The time course of CCK-cleavage by Zn²⁺ and Mn²⁺ reactivated metalloproteases was analysed using cell extract from LJY123, after initial inhibition with 1 mM EDTA. Reactivation was performed by addition of 1.2 mM Zn²⁺ or Mn²⁺ followed by incubation for 30, 60 and 120 min. In this assay and the following in vitro protease assays the inventors used the N-terminal acetylated CCK-33-Gly (Ac-CCK-33-Gly) as substrate, which resulted in much slower non-specific degradation. Measurement of the CCK-22 immuno-reactivity before and after tryptic cleavage using Ab 89009 showed no difference in the activation potency between Zn²⁺ and Mn²⁺ at 30 and 60 min, however after 120 min 10% more CCK-22 immuno-reactivity was measured using Mn²⁺ as activator compared to Zn²⁺ (FIG. 5). This increase in immuno-reactivity is probably due to an inhibition of degradation following addition of Mn²⁺ here as well as to the yeast cell extracts used in Table 4.

Table 4. Metalloproteases in Saccharomyces cerevisiae.

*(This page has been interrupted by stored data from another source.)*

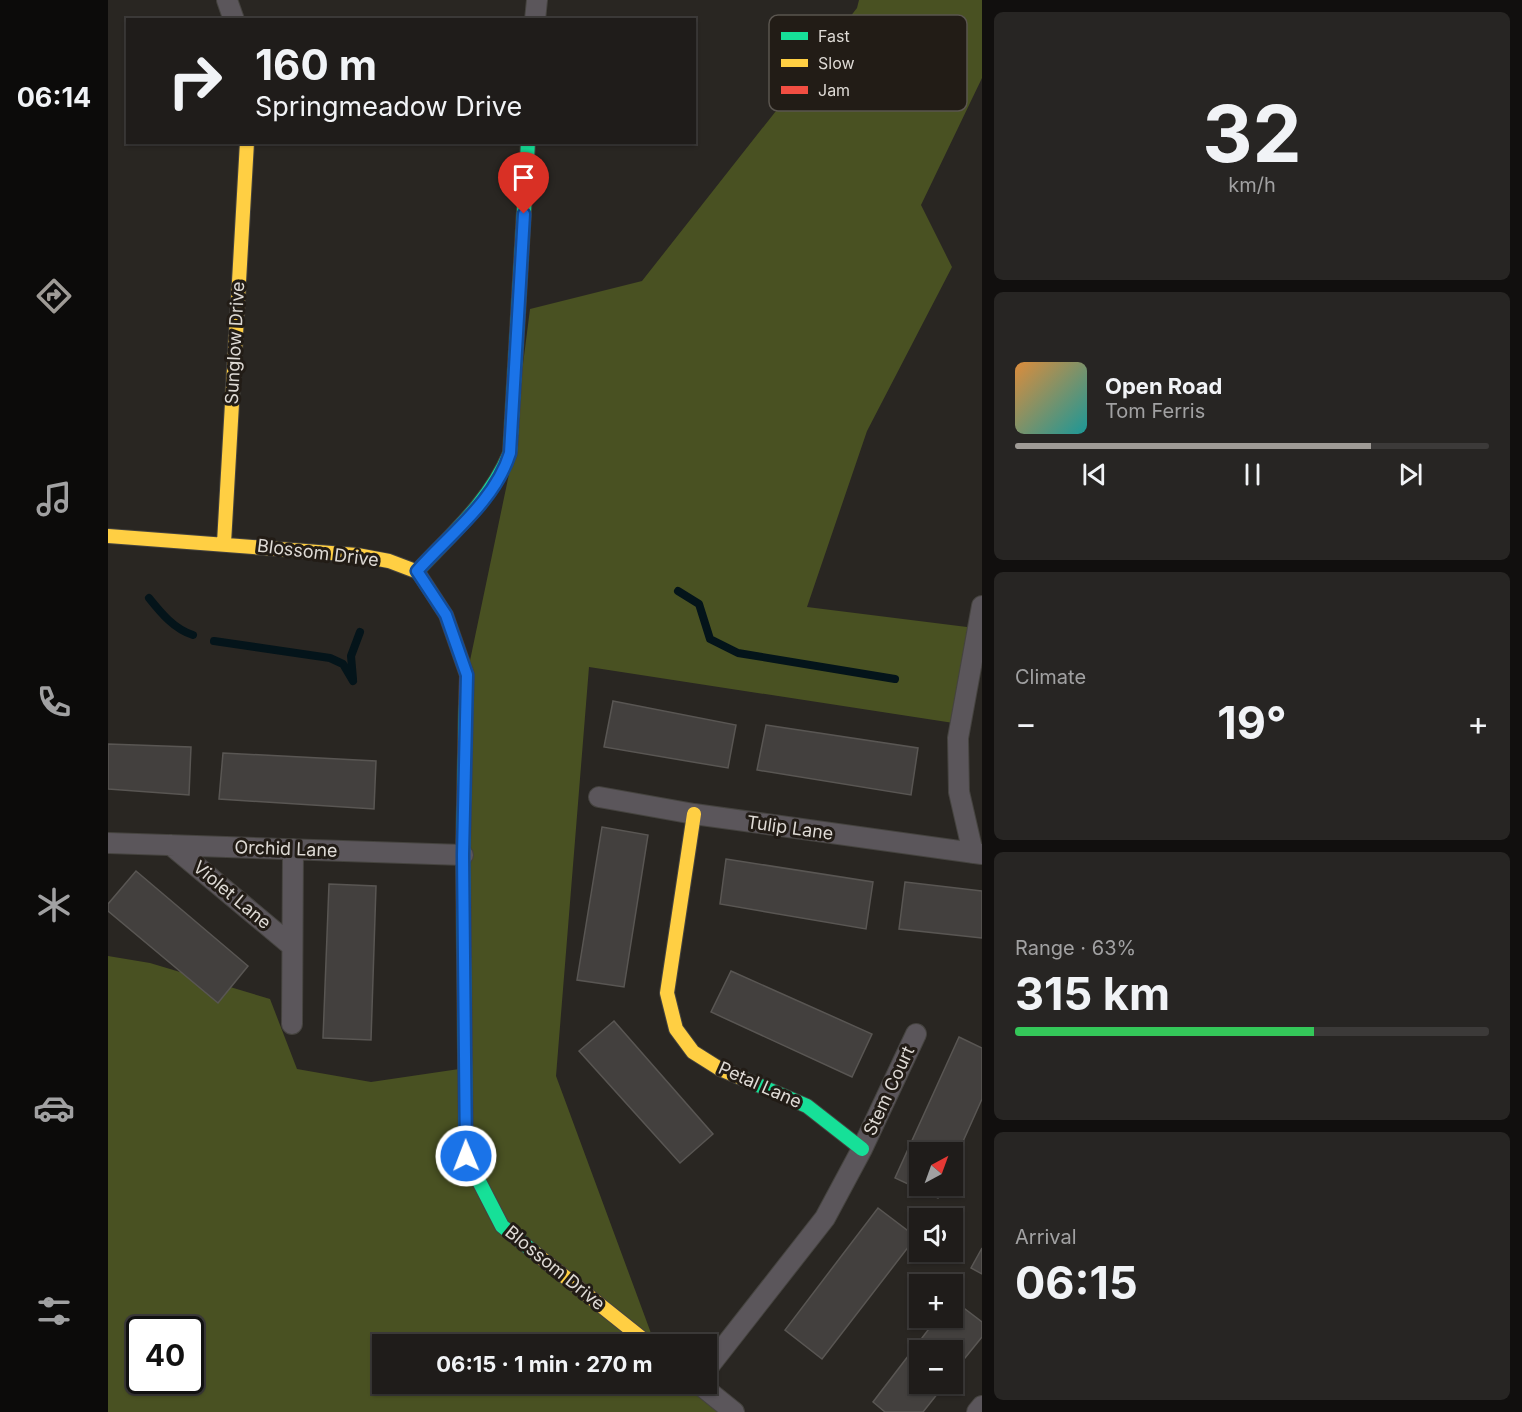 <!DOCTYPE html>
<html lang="en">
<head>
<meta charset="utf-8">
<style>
  :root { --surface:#1f1c1a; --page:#272523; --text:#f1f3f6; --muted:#a1a1a2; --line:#3c3a39; --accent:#9f9b96 }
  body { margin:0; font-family:Inter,sans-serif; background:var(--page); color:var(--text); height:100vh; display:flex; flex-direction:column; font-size:22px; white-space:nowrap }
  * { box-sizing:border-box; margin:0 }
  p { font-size:20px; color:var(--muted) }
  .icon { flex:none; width:33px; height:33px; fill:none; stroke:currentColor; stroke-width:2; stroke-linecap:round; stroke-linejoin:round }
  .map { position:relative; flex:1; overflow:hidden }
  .details { display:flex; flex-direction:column; gap:12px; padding:12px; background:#110f0e; width:540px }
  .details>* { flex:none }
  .top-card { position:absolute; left:18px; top:18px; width:570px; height:126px; border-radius:0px; box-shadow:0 2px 4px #0004,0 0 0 2px var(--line); background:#1f1c1a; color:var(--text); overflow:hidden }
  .needle { width:39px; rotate:41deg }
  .fabs { position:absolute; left:801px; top:1142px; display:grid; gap:12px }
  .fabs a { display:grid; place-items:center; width:54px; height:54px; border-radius:0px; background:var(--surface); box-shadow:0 2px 4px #0004,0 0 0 2px var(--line); font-size:30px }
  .speed { position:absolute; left:18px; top:1316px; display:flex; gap:12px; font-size:30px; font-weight:700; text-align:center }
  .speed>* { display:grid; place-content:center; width:78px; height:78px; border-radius:50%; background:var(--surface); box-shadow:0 2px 4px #0004,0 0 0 2px var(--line); line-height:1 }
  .speed .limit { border:3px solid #111; border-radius:9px; background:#fff; color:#111 }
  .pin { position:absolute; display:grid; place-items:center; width:51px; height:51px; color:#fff; margin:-62px -26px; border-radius:50% 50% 50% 0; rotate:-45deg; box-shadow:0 0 6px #0007 }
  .pin .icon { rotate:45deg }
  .me { position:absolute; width:66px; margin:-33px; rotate:359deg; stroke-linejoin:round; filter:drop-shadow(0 0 4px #0008) }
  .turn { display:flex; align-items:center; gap:21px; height:126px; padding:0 30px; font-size:27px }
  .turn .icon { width:78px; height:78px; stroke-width:2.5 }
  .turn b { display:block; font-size:42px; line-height:51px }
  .big { font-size:45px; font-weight:700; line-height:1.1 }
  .details .card { flex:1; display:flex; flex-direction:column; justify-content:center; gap:9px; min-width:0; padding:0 21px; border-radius:9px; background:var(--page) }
  .details .dial { align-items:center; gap:0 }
  .dial b { font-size:78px; line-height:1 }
  .song { display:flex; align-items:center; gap:18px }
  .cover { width:72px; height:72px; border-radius:9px; background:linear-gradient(135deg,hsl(30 70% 55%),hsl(180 70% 35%)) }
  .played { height:6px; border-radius:3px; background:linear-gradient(90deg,var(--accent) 75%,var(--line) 75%) }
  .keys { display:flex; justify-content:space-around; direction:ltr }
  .heat { display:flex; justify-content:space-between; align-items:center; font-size:33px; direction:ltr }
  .charge { height:9px; border-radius:4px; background:linear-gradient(90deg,#34c759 63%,var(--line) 0) }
  .trip { position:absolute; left:264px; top:1334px; width:345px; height:60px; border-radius:0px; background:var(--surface); box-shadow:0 2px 4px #0004,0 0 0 2px var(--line); font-weight:700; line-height:60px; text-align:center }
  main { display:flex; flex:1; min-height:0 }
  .tabs { display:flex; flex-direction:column; width:108px; justify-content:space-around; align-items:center; background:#0c0b0a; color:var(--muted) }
  .tabs .icon { width:42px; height:42px }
  .tabs .current { color:var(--accent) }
  .tabs b { font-size:27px; color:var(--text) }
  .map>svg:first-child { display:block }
</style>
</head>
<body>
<main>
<nav class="tabs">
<b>06:14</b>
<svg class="icon current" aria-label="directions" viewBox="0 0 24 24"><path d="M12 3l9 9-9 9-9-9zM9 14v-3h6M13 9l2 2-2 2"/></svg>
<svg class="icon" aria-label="music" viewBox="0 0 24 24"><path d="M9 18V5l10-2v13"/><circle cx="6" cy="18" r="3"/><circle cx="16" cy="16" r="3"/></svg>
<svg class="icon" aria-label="phone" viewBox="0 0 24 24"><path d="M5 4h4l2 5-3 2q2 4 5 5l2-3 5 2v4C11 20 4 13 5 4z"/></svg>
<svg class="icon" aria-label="climate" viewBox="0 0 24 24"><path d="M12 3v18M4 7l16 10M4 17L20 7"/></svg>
<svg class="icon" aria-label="car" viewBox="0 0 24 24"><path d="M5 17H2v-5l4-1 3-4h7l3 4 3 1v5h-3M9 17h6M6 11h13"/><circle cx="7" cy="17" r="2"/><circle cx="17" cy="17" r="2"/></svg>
<svg class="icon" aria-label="filters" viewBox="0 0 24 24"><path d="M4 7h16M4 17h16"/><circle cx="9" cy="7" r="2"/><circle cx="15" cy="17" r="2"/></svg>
</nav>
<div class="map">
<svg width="874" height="1412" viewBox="0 0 874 1412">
  <rect width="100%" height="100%" fill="#292622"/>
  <path fill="#495122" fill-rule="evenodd" d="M 751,0 L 874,0 L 874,78 L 813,205 L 844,267 L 759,431 L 699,607 L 867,628 L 852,724 L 481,667 L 448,1076 L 547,1344 L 274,1344 L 274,1383 L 578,1383 L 612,1412 L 0,1412 L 0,956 L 42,963 L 162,999 L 189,1069 L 263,1082 L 358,1068 L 359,675 L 401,474 L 422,309 L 534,281 L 749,8 ZM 32,1329 L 82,1329 L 82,1380 L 32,1380 Z"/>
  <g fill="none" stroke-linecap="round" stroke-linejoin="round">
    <path stroke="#04141a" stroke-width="8" d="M 570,591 L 591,604 L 602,639 L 630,653 L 787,679
      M 41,598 C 53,613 66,629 85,635
      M 106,641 L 222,658 L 235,664 L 245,681
      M 245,679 L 243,656 L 252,632"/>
  </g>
  <path fill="#43403e" stroke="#595653" stroke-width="1.5" d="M 505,701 L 628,725 L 620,768 L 496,747 Z
    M 658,725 L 810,748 L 803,795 L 649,770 Z
    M 0,744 L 83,747 L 81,795 L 0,789 Z
    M 115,753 L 268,761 L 266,809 L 111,799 Z
    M 494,827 L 540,835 L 516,987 L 469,980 Z
    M 618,859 L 765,882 L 758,929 L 612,904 Z
    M 28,871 L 140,966 L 110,1003 L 0,911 L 0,904 Z
    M 797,882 L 874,891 L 874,938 L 791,929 Z
    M 221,884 L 268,886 L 263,1040 L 215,1038 Z
    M 623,971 L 764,1034 L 744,1077 L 603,1012 Z
    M 506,1021 L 605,1134 L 572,1163 L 471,1051 Z
    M 851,1037 L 874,1048 L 874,1099 L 844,1166 L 844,1152 L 812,1152 L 812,1185 L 836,1185 L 830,1198 L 787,1178 Z
    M 770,1208 L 808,1237 L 714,1359 L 677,1330 Z
    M 874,1248 L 874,1274 L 863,1268 Z
    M 844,1299 L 874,1322 L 874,1337 L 844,1374 L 844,1350 L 812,1350 L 812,1383 L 838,1383 L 815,1412 L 777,1412 L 765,1402 L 830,1317 L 844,1317 Z"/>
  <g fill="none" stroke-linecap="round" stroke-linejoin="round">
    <g stroke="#45433f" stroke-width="22">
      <path id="street" d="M 119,0 L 126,20
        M 427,20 L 429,0
        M 491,797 L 586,814 L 874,854
        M 0,843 L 355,855
        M 63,845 L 184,946
        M 865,853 L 851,792 L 850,738 L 874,606
        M 184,1024 L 185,849
        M 598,1370 L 717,1218 L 754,1149 L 808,1034
        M 590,1383 L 626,1412
        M 869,1412 L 874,1406"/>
    </g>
    <g stroke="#45433f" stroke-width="16">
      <path id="fast" d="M 309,571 C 344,534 382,501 402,453 L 420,142
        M 358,703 L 355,855 L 358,1156 L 394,1226 L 427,1253
        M 636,1079 L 699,1106 L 754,1149"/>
    </g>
    <g stroke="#45433f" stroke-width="16">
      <path id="slow" d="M 0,536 L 249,555 L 281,561 L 310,572
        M 116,543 L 139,142
        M 586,814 L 559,993 L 568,1029 L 585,1052 L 612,1069 L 636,1079
        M 427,1253 L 541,1344"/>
    </g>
    <g stroke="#45433f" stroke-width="16">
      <path id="jam" d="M 310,572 L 338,615 L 359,675 L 358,703"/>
    </g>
    <use href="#street" stroke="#5b565b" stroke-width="20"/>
    <use href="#fast" stroke="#16e098" stroke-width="14"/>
    <use href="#slow" stroke="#ffcf43" stroke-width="14"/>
    <use href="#jam" stroke="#f24e42" stroke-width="14"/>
  </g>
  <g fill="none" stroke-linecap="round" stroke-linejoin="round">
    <g stroke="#114b97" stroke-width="15">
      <path id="route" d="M 358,1156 L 355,855 L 359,675 L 338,615 L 309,571 C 342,534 387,501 402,453 L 416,214"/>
    </g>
    <use href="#route" stroke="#1a73e8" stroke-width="10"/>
  </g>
  <g text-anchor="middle" stroke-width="6" stroke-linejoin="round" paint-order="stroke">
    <g font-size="18" fill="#dedad5" stroke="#221c16">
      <text transform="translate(127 343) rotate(-87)" y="6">Sunglow Drive</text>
      <text transform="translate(210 553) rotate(7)" y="6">Blossom Drive</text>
      <text transform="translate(682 828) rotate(8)" y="6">Tulip Lane</text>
      <text transform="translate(178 849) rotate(2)" y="6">Orchid Lane</text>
      <text transform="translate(124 895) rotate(40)" y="6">Violet Lane</text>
      <text transform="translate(652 1085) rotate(24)" y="6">Petal Lane</text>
      <text transform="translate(781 1091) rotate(-65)" y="6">Stem Court</text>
      <text transform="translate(447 1268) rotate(39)" y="6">Blossom Drive</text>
    </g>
  </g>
  <rect x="661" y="15" width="198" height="96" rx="9" fill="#221c16" stroke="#5a554f" stroke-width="1.5"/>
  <rect x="673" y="32" width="27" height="8" fill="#16e098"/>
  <rect x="673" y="59" width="27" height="8" fill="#ffcf43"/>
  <rect x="673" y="86" width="27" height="8" fill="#f24e42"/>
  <g font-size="16" fill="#dedad5">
    <text x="710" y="42">Fast</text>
    <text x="710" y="69">Slow</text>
    <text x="710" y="96">Jam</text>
  </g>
</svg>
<div class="fabs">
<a><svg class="needle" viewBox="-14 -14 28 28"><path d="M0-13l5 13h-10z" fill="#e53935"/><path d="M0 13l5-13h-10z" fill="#a1a1a2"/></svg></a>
<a><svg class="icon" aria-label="sound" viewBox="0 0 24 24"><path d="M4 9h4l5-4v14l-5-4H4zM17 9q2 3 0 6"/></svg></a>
<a>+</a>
<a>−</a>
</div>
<div class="speed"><div class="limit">40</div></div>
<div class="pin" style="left:416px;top:214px;background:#d93025"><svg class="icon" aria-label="arrive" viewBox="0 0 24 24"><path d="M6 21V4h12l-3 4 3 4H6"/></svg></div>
<svg class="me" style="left:358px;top:1156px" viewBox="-20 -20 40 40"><circle r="17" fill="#1a73e8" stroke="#fff" stroke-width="3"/><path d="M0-11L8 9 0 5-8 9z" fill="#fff"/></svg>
<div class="trip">06:15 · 1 min · 270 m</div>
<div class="top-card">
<div class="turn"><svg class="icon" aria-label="right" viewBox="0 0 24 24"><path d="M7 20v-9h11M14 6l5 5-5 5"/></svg><div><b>160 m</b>Springmeadow Drive</div></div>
</div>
</div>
<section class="details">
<div class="card dial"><b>32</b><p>km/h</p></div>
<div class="card">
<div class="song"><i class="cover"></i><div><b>Open Road</b><p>Tom Ferris</p></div></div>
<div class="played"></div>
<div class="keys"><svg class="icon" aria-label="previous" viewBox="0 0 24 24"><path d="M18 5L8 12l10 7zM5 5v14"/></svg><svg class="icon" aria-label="pause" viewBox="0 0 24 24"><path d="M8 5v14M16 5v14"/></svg><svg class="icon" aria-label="next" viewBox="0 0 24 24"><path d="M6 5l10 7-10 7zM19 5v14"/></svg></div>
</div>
<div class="card"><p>Climate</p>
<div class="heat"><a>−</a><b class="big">19°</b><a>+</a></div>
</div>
<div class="card"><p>Range · 63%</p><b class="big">315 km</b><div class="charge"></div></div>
<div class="card"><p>Arrival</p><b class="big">06:15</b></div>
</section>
</main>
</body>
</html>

Search performed in Swiss-Prot Sequence Retrieval System (SRS) http://www.expasy.ch/. Protease assay performed in two independent assays (A and B) using extracts from the metalloprotease deficient strains. The amount of CCK-22 is measured with Ab 89009 and the total amount of CCK is measured after tryptic cleavage with Ab 89009. Putative metalloproteases are marked with *.

	Swiss-		CCK-22	Total CCK	Fraction
	Prot		[nM]	[nM]	CCK-22
Name	acc #	ORF	A1	B1	A2	B2	A1/A2	B1/B2
AAP1	P37898	YHR047c	3.2	3.2	36	32	0.09	0.10
AFG3	P39925	YER017c	2.8	2.4	23	24	0.12	0.10
APE1	P14904	YKL103c	4.4	3.7	34	28	0.13	0.13
APE2	P32454	YKL157w
APE3	P37302	YBR286w
DPP3	Q08225	YOL057w	4.3	4.6	31	35	0.14	0.13
LTA4	Q10740	YNL045w	3.9	4.0	32	29	0.12	0.13
MIP1	P35999	YKL134c	3.4	3.3	34	33	0.10	0.10
PRD1	P25375	YCL057w	2.4	2.8	28	26	0.09	0.11
QRI7*	P43122	YDL104c	2.8	2.9	23	24	0.12	0.12
RCA1	P40341	YMR089c	4.2	3.5	31	27	0.14	0.13
STE23	Q06010	YLR389c	2.6	2.3	25	20	0.10	0.12
STE24	P47154	YJR117w	3.4	2.8	19	17	0.18	0.16
YBS4*	P38244	YBR074w	2.6	2.7	27	29	0.10	0.09
YHR3*	P38821	YHR113w	2.5	2.4	26	26	0.10	0.09
YHT2*	P38836	YHR132c	3.8	3.3	34	32	0.11	0.10
YIK8*	P40483	YIL108w	5.7	5.2	43	39	0.13	0.13
YIN7*	P40462	YIL137c	3.5	2.8	23	20	0.15	0.14
YK18*	P36132	YKR038c	2.9	2.1	23	20	0.13	0.11
YME1	P32795	YPR024w	2.3	2.7	25	25	0.09	0.11
MAS2	P11914	YHR024c	ND, Lethal genes
MAS1	P10507	YLR163c
AXL1	P40851	YPR122w	3.5	3.4	31	30	0.11	0.11
CYM1*	P32898	YDR430c	0.6	0.4	42	39	0.01	0.01
YOJ8*	Q12496	YOL098c	3.6	3.8	35	34	0.10	0.12

Extracellular Yapsin Activity

To investigate whether any protease activity is secreted or attached extracellularly to the plasma membrane, the protease activity was assayed in media and with intact yeast cells. No degradation of CCK-33 occurred after 1 h of incubation at 30° C. using media from exponential growing LJY123 cells in accordance with earlier observations (Rourke et al., 1997). During incubation with intact yeast cells, cleavage to expose the N-terminus of CCK-22 could be measured (FIG. 6) however, this protease activity could not be abolished by the inhibitors investigated (data not shown). By using intact cells containing gene disruptions of YPS1, YPS2 and YPS3 (Table I) the fraction of processed CCK-22 decreases by deletion of each of the three aspartyl proteases compared to wild type cells (FIG. 6). These data show that the three proteases all have extracellular protease activity, which can cleave at Lys⁶¹ in proCCK. Preliminary results indicate that gene disruption of YPS7 decreases extracellular Lys⁶¹ processing in amounts comparable to the YPS1 deletion (unpublished results).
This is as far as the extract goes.